Medicine (Baltimore). 2021 Apr 23;100(16):e25585. doi: 10.1097/MD.0000000000025585.
The sortilin-related receptor 1 gene (SORL1) encodes a key protein (SORLA) involved in the pathophysiology of Alzheimer disease (AD). SORLA also mediates a trophic pathway that acts through glial cell line-derived neurotrophic factor (GDNF), a critical survival factor for the midbrain dopaminergic (DA) neurons.
Four patients presented to our hospital with complaints of progressive memory decline, who developed extrapyramidal signs (EPS) and psychiatric symptoms.

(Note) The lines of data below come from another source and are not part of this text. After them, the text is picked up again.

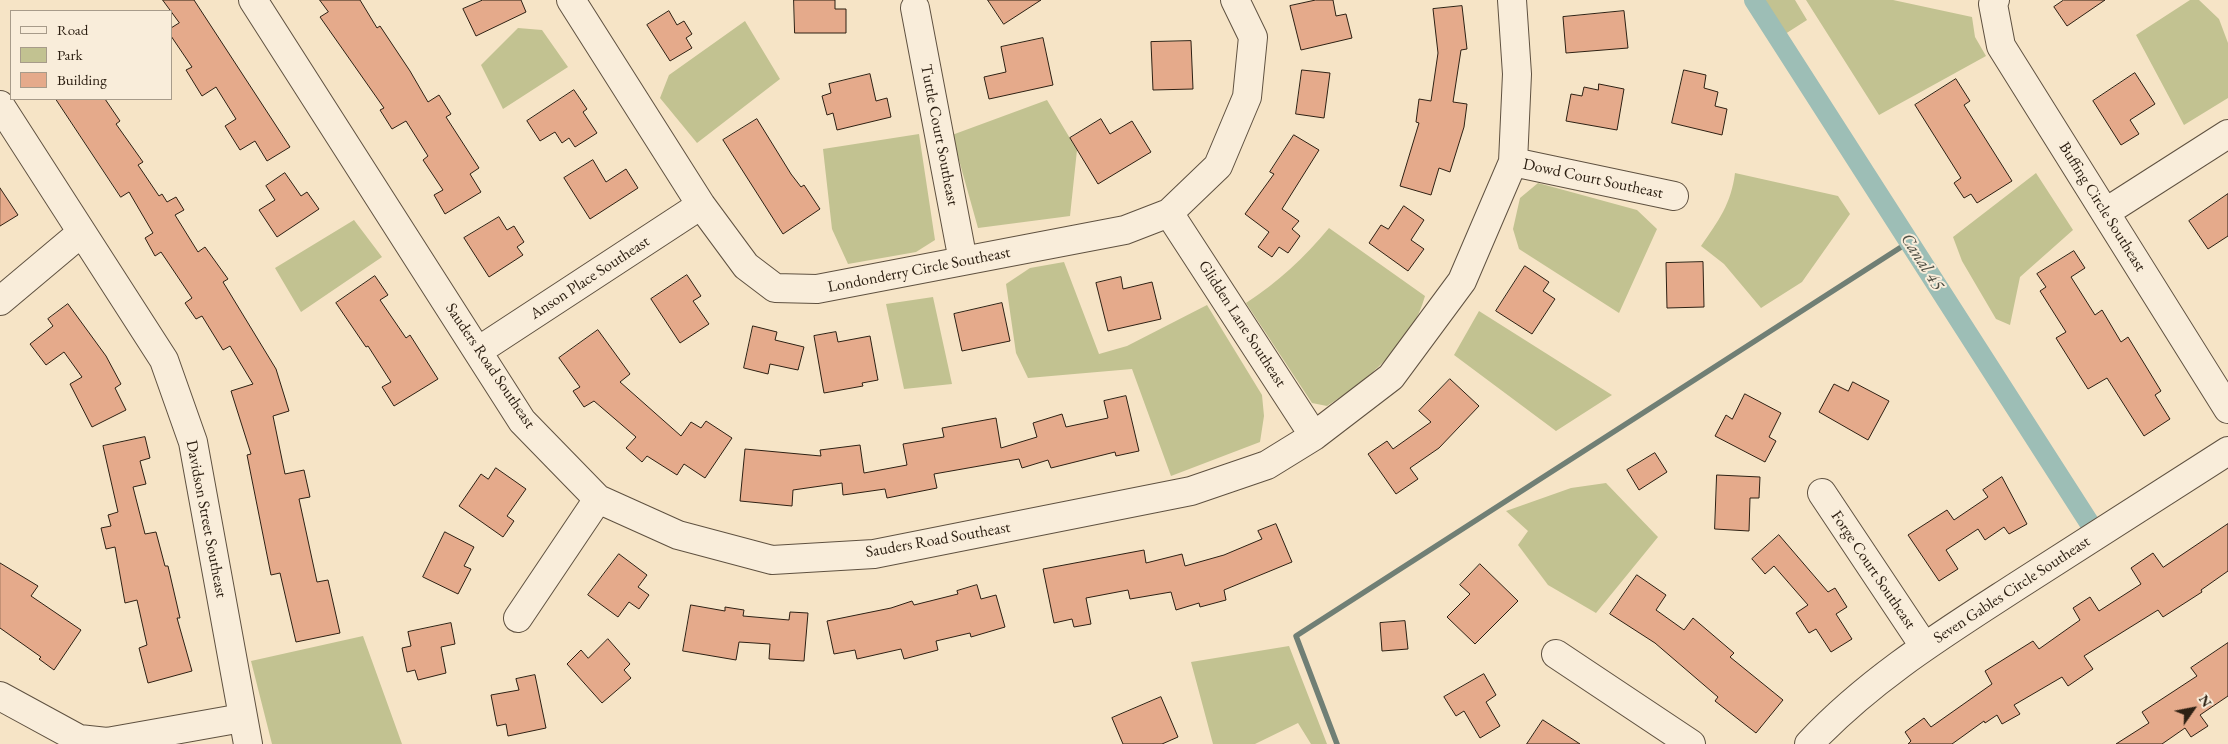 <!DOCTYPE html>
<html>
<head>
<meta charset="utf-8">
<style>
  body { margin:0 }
  #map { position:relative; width:2228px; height:744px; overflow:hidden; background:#f6e4c6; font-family:"EB Garamond",serif }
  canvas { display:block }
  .legend { position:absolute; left:10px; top:10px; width:162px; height:90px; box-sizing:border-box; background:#f9edda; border:1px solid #a79b8a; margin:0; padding:6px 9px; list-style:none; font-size:15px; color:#2d2013 }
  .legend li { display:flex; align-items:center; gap:10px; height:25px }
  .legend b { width:25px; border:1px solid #a79b8a }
  .north { position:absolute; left:2168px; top:684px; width:50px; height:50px; -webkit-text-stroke:4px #f9edda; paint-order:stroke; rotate:57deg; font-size:14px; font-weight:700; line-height:20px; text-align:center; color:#2d2013 }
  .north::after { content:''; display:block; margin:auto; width:18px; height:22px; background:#2d2013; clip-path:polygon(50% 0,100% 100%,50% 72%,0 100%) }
</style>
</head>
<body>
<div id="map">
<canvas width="2228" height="744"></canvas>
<ul class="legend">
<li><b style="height:6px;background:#f9edda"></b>Road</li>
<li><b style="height:14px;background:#c2c291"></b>Park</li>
<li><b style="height:14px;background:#e5aa8b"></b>Building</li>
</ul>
<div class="north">N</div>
</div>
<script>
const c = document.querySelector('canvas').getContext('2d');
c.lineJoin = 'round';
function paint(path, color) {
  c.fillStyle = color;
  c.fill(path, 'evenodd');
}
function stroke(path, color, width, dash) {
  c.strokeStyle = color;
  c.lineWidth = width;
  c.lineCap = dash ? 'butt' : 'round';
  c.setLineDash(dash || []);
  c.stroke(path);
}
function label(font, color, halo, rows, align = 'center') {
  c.font = font + ' "EB Garamond",serif';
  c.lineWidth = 4;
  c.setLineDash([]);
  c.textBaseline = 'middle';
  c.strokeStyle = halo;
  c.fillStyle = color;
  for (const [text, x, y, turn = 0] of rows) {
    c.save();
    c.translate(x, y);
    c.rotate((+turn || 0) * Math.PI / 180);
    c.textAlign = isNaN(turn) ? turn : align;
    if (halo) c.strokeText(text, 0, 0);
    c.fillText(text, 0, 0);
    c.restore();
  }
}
paint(new Path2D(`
  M1744 0H1795L1807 20 1771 43Z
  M1806 0H1893L1972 17 1975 37 1986 56 1879 115Z
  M2190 0H2199L2219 19 2228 43V98L2184 125 2136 35Z
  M745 21 780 79 697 143 660 98 669 75Z
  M518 28 542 30 568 67 503 109 481 65Z
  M1047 100 1077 150 1070 216 978 228 952 135Z
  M919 134 935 240 916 252 848 264 832 229 823 149Z
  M1735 173 1838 196 1850 214 1802 282 1761 308 1724 264 1701 246C1719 220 1731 204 1735 173Z
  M2036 173 2073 230 2020 277 2010 325 1996 319 1962 261 1953 237Z
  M1538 183 1637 210 1657 229 1619 313 1519 249 1513 229 1520 198Z
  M354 220 382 257 301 312 275 268Z
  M1329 228 1425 296C1412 344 1367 380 1327 406L1312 403 1246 303C1278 282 1304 258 1329 228Z
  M1064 262 1099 354 1127 346 1207 305 1262 395 1264 416 1260 442 1171 476 1132 369 1028 378 1016 353 1006 284 1030 268Z
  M933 297 952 384 904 389 886 304Z
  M1479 311 1612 395 1556 431 1454 355Z
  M1606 483 1658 537 1596 613 1548 585 1518 545 1528 531 1506 511 1571 488Z
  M363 636 402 744H272L251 661Z
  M1289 646 1327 744H1311L1298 723 1255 744H1213L1191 662Z`), '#c2c291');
stroke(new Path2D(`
  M1337 744 1296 636 1909 242`), '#707f75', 5.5);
stroke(new Path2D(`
  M1754 0 2090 524`), '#9dbeb6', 20);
const building = new Path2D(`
  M163 0H194L290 147 267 161 255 141 240 150 225 126 236 119 216 87 202 96 186 70 192 67 171 36V28L179 23Z
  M320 0H360L377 28 380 26 410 71 428 102 439 95 451 114 446 117 479 168 470 174 481 192 445 214 434 195 443 190 423 160 428 156 406 121 392 129 380 110 384 108 320 17 328 12Z
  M483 0H521L526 12 476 36 463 9Z
  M794 0H835V9H846V33H795Z
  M988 0H1041L1004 24Z
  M1316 0H1333L1336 16 1346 14 1352 38 1301 50 1290 6Z
  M2064 0H2105L2067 26 2054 7Z
  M1462 6 1467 49 1461 50 1453 102 1467 104 1464 127 1450 172 1439 168 1431 195 1400 186 1419 123 1416 122 1419 99 1431 101 1438 53 1433 9Z
  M669 11 677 25 684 21 692 34 686 38 692 48 670 61 647 25Z
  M1624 11 1628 48 1566 53 1563 17Z
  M1043 38 1053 85 989 99 984 77 1006 72 1001 47Z
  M1191 41 1193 89 1153 90 1151 42Z
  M1302 70 1330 73 1324 118 1296 114Z
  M1684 70 1706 75 1704 88 1718 92 1715 106 1727 109 1722 135 1672 123Z
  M2135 73 2155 104 2130 120 2139 134 2121 145 2093 101Z
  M870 74 876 101 887 98 891 117 837 130 833 113 827 115 822 96 831 93 829 84Z
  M1956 79 1970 101 1964 105 2012 181 1977 203 1971 194 1964 198 1954 183 1961 178 1915 105Z
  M1599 84 1624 89 1617 130 1566 121 1571 94 1582 96 1584 87 1598 90Z
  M574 90 587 109 583 112 597 133 575 147 569 138 562 143 555 132 540 141 527 121Z
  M56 99H105L120 121 116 124 143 162 138 165 159 196 162 194 167 202 176 197 184 210 175 215 198 252 205 247 228 279 223 282 276 369 289 411 273 416 285 474 304 470 310 497 299 499 317 582 328 580 340 633 296 642 280 573 271 575 247 455 251 454 231 391 253 384 230 346 223 350 202 316 196 319 185 303 192 298 161 252 155 256 145 238 153 233 129 192 121 197Z
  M757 119 791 174 801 187 804 185 820 209 783 234 723 140Z
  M1101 119 1110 134 1132 121 1151 152 1098 184 1070 138Z
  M1294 135 1319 150 1282 209 1299 221 1292 229 1300 236 1288 253 1279 247 1272 257 1258 247 1269 232 1245 214 1274 174 1270 172Z
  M593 160 606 182 626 169 638 188 590 219 564 178Z
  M285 173 301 196 307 192 319 209 277 237 259 210 275 200 266 186Z
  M0 188 18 215 0 226Z
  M2228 194V236L2208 249 2189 221Z
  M1404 206 1424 220 1411 240 1424 249 1408 271 1369 243 1381 225 1388 229Z
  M499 217 507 230 514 226 524 242 517 247 523 255 489 277 464 238Z
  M2074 251 2085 268 2071 277 2095 315 2102 310 2121 342 2128 337 2161 391 2155 395 2170 419 2144 436 2107 378 2088 389 2056 338 2066 332 2040 291 2046 287 2037 274Z
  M1703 262 1704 307 1667 308 1666 263Z
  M1525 266 1549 282 1543 291 1555 299 1532 334 1496 311Z
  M687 275 701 296 693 301 709 324 680 343 651 299Z
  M375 276 388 295 380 300 406 338 410 335 438 379 394 406 382 387 391 382 368 346 366 347 336 303Z
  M1121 277 1123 289 1152 282 1161 319 1108 331 1096 283Z
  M1002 303 1010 341 962 351 954 314Z
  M68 304 106 356 121 384 115 388 126 410 92 427 70 384 82 377 64 352 46 365 30 344 53 326 48 319Z
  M753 326 777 332 775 340 804 347 798 370 770 364 768 374 744 368Z
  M598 330 630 374 620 382 681 436 691 422 701 428 706 421 732 438 705 478 684 464 677 475 647 456 642 462 626 448 636 437 594 401 584 407 573 391 580 387 559 358Z
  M836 332 838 342 870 336 878 380 862 383 863 386 824 393 814 336Z
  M1450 379 1479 406 1439 448 1410 468 1418 479 1396 494 1368 454 1387 441 1393 449 1431 422 1419 411Z
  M1853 382 1889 401 1868 440 1819 412 1834 384 1848 391Z
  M1745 394 1781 413 1769 437 1776 441 1765 462 1715 436 1726 415 1732 419Z
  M1126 396 1139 451 1116 456 1115 452 1051 468 1048 460 1022 468 1019 459 934 474 937 488 887 498 885 489 843 495 842 483 793 490 792 506 740 501 745 449 821 456 820 450 860 445 864 473 907 465 903 444 944 437 942 428 996 418 1001 448 1037 437 1033 423 1062 414 1066 427 1108 418 1104 401Z
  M145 437 150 458 140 461 146 484 133 487 145 534 156 532 165 566H168L180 618H177L192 671 148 683 139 648 147 645 137 600 125 603 115 547 106 549 101 528 111 526 108 515 118 512 103 446Z
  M1655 453 1667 472 1639 490 1627 470Z
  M496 468 526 489 507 516 514 521 503 537 459 506 481 474 488 479Z
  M1717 475 1760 477 1759 498H1750L1749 531 1715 529Z
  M2002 477 2027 524 2009 534 2004 527 1985 540 1978 529 1946 550 1958 569 1939 581 1908 535 1947 510 1954 520 1988 497 1983 490Z
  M1276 524 1292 562 1224 590 1226 600 1200 607 1199 603 1176 610 1171 592 1130 599 1128 590 1086 598 1091 624 1074 627 1072 619 1054 623 1043 569 1144 550 1146 563 1182 554 1185 566 1224 555 1262 539 1258 531Z
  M2228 524V571L2201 590 2202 592 2163 617 2158 610 2084 656 2093 669 2068 686 2062 677 2014 705 2020 714 2002 724 1997 715 1985 723 1984 721 1952 744H1908L1911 741 1905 732 1924 718 1931 727 1992 684 1985 671 2033 641 2039 649 2080 620 2073 608 2090 597 2099 611 2141 584 2131 568 2153 553 2163 567Z
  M445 532 474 547 464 566 471 569 458 594 423 577Z
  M1779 535 1828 592 1835 588 1847 607 1836 614 1852 639 1831 652 1816 629 1809 633 1796 613 1808 605 1774 566 1765 574 1752 559Z
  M619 554 647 575 638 587 649 595 639 609 629 602 618 617 588 595Z
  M0 563 38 586 31 596 81 630 54 670 39 659 41 657 0 628Z
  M1480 564 1518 601 1475 644 1447 617 1470 594 1460 585Z
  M1637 575 1666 595 1656 610 1684 630 1693 618 1734 653 1730 657 1783 700 1756 733 1715 701 1718 697 1655 643 1610 614Z
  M977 585 981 599 996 595 1005 627 971 637 970 633 936 641 938 650 904 659 901 649 857 659 855 650 834 654 827 621 891 608 912 601 914 605 958 594 957 591Z
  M691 605 725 611V607L744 610 743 616 789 620 790 612 808 613 804 661 769 659 770 644 739 642 736 660 683 651Z
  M1405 621 1408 649 1382 651 1380 623Z
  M451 623 455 644 441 647 446 673 418 680 415 670 407 672 402 648 411 646 408 632Z
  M608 639 630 664 624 670 631 678 602 703 567 664 581 650 588 658Z
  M2228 643V696L2200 715 2208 726 2191 737 2185 728 2162 744H2116L2149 723 2142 712 2197 676 2191 668Z
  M1484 674 1496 695 1486 702 1500 726 1480 738 1464 711 1456 716 1444 697Z
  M535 675 546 728 508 736 506 724 497 726 491 695 519 690 516 679Z
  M1161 697 1178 737 1162 744H1123L1112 718Z
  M1543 720 1580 744H1527Z`);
paint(building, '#e5aa8b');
stroke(building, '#2d2013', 1);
const minor = new Path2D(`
  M253 0 522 421 598 499 678 535 772 560 874 554 1191 491 1267 465 1314 436 1391 377 1462 281 1513 162 1517 74 1512 0
  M571 0 701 205 746 266 775 288 817 289 1125 230 1169 213 1218 166 1247 97 1253 37 1235 0
  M1995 0 1993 4 2001 46 2228 409
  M915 8 963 261
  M0 105 164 360 193 442 248 744
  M1513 162 1674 196
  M2106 212 2228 134
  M1169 213 1314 436
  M0 301 81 233
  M478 351 701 205
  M1822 493 1924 646
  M518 618 598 499
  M1556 654 1691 744
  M0 696 79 739 107 742 242 718
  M1809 744C1870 679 1943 634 2017 586 2088 541 2158 496 2228 451`);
stroke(minor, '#5f5140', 30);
stroke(minor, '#f9edda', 28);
label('16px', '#2d2013', '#f9edda', [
  ["Tuttle Court Southeast",939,135,79],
  ["Dowd Court Southeast",1593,179,12],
  ["Buffing Circle Southeast",2102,207,58],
  ["Londonderry Circle Southeast",919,270,-11],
  ["Anson Place Southeast",590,278,-33],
  ["Glidden Lane Southeast",1242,324,57],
  ["Sauders Road Southeast",490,366,56],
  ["Davidson Street Southeast",206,519,79],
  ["Sauders Road Southeast",938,540,-10],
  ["Forge Court Southeast",1873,570,56],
  ["Seven Gables Circle Southeast",2012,590,-33]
]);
label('italic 18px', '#4f4f44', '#f9edda', [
  ["Canal 45",1922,262,57]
]);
</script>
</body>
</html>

All 4 patients were diagnosed with AD based on their symptoms, findings from cranial magnetic resonance imaging, and cerebrospinal fluid analysis.
We also performed whole-exome sequencing (WES) and found 4 novel mutations in SORL1. Donepezil, rivastigmine, memantine, madopar, quetiapine, and risperidone were administrated as therapy.
The four mutations would change the thermal stability of SORLA domain. This could be associated with parkinsonian and psychiatric features in AD. These patients showed improvements in parkinsonian and psychiatric features.
These cases suggest that SORL1 mutations might result in aggregation of a-synuclein through altered function of GDNF and further lead to appearance of core dementia with Lewy bodies features.
早老素相关蛋白 1 基因(SORL1)编码一种关键蛋白(SORLA),该蛋白参与阿尔茨海默病(AD)的病理生理学。SORLA 还介导神经胶质细胞源性神经营养因子(GDNF)的营养途径,GDNF 是中脑多巴胺(DA)神经元的关键存活因子。
4 名患者因进行性记忆减退就诊,伴有锥体外系体征(EPS)和精神症状。
根据症状、头颅磁共振成像和脑脊液分析,4 名患者均被诊断为 AD。
我们还进行了全外显子组测序(WES),发现 SORL1 中有 4 个新突变。给予多奈哌齐、加兰他敏、美金刚、美多巴、喹硫平、利培酮治疗。
这 4 个突变会改变 SORLA 结构域的热稳定性。这可能与 AD 的帕金森和精神特征有关。这些患者的帕金森和精神特征有所改善。
这些病例表明,SORL1 突变可能通过改变 GDNF 的功能导致α-突触核蛋白聚集,进而导致具有路易体特征的核心痴呆出现。